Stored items

☆ ☆ ☆ ☆

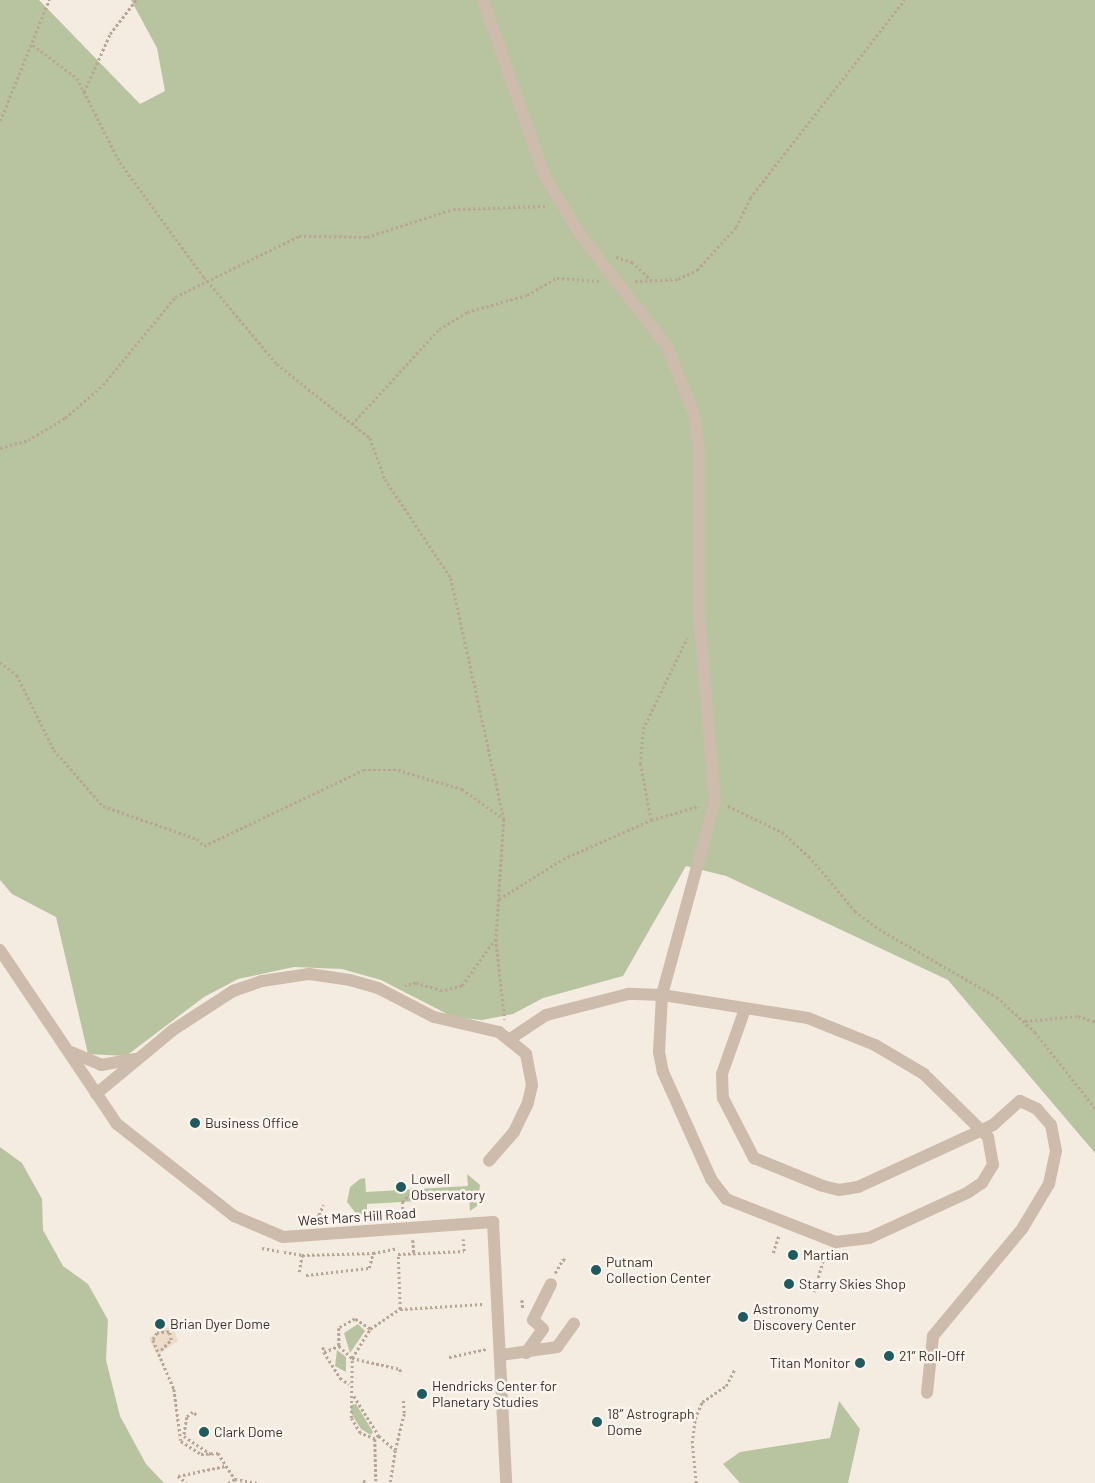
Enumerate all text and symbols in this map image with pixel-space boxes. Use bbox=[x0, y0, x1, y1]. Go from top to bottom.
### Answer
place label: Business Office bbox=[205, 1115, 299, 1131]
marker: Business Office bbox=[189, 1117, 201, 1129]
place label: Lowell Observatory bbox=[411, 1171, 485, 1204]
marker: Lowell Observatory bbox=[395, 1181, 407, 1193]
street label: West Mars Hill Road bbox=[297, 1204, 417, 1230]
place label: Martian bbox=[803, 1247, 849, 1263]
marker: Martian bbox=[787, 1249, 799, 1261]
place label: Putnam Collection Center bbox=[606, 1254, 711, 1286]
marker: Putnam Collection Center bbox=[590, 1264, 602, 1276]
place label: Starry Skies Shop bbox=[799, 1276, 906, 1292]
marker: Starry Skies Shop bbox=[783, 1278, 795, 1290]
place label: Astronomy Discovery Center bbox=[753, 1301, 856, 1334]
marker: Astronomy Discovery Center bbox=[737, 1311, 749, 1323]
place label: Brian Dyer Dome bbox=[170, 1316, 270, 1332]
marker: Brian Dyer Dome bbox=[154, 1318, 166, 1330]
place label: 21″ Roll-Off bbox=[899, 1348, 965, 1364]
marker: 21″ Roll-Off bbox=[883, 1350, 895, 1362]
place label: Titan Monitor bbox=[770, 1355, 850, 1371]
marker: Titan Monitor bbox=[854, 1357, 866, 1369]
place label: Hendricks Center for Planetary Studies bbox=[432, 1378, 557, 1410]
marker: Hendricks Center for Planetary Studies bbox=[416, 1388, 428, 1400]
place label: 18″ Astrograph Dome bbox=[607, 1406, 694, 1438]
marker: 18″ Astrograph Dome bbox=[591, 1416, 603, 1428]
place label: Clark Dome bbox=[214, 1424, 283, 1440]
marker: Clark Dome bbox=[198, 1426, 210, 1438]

☆ ☆ ☆ ☆

Repeat the records above word for word. Pictures stay out of the copy.

Enumerate all text and symbols in this map image with pixel-space boxes. Use bbox=[x0, y0, x1, y1]. Go from top to bottom.
### Answer
place label: Business Office bbox=[205, 1115, 299, 1131]
marker: Business Office bbox=[189, 1117, 201, 1129]
place label: Lowell Observatory bbox=[411, 1171, 485, 1204]
marker: Lowell Observatory bbox=[395, 1181, 407, 1193]
street label: West Mars Hill Road bbox=[297, 1204, 417, 1230]
place label: Martian bbox=[803, 1247, 849, 1263]
marker: Martian bbox=[787, 1249, 799, 1261]
place label: Putnam Collection Center bbox=[606, 1254, 711, 1286]
marker: Putnam Collection Center bbox=[590, 1264, 602, 1276]
place label: Starry Skies Shop bbox=[799, 1276, 906, 1292]
marker: Starry Skies Shop bbox=[783, 1278, 795, 1290]
place label: Astronomy Discovery Center bbox=[753, 1301, 856, 1334]
marker: Astronomy Discovery Center bbox=[737, 1311, 749, 1323]
place label: Brian Dyer Dome bbox=[170, 1316, 270, 1332]
marker: Brian Dyer Dome bbox=[154, 1318, 166, 1330]
place label: 21″ Roll-Off bbox=[899, 1348, 965, 1364]
marker: 21″ Roll-Off bbox=[883, 1350, 895, 1362]
place label: Titan Monitor bbox=[770, 1355, 850, 1371]
marker: Titan Monitor bbox=[854, 1357, 866, 1369]
place label: Hendricks Center for Planetary Studies bbox=[432, 1378, 557, 1410]
marker: Hendricks Center for Planetary Studies bbox=[416, 1388, 428, 1400]
place label: 18″ Astrograph Dome bbox=[607, 1406, 694, 1438]
marker: 18″ Astrograph Dome bbox=[591, 1416, 603, 1428]
place label: Clark Dome bbox=[214, 1424, 283, 1440]
marker: Clark Dome bbox=[198, 1426, 210, 1438]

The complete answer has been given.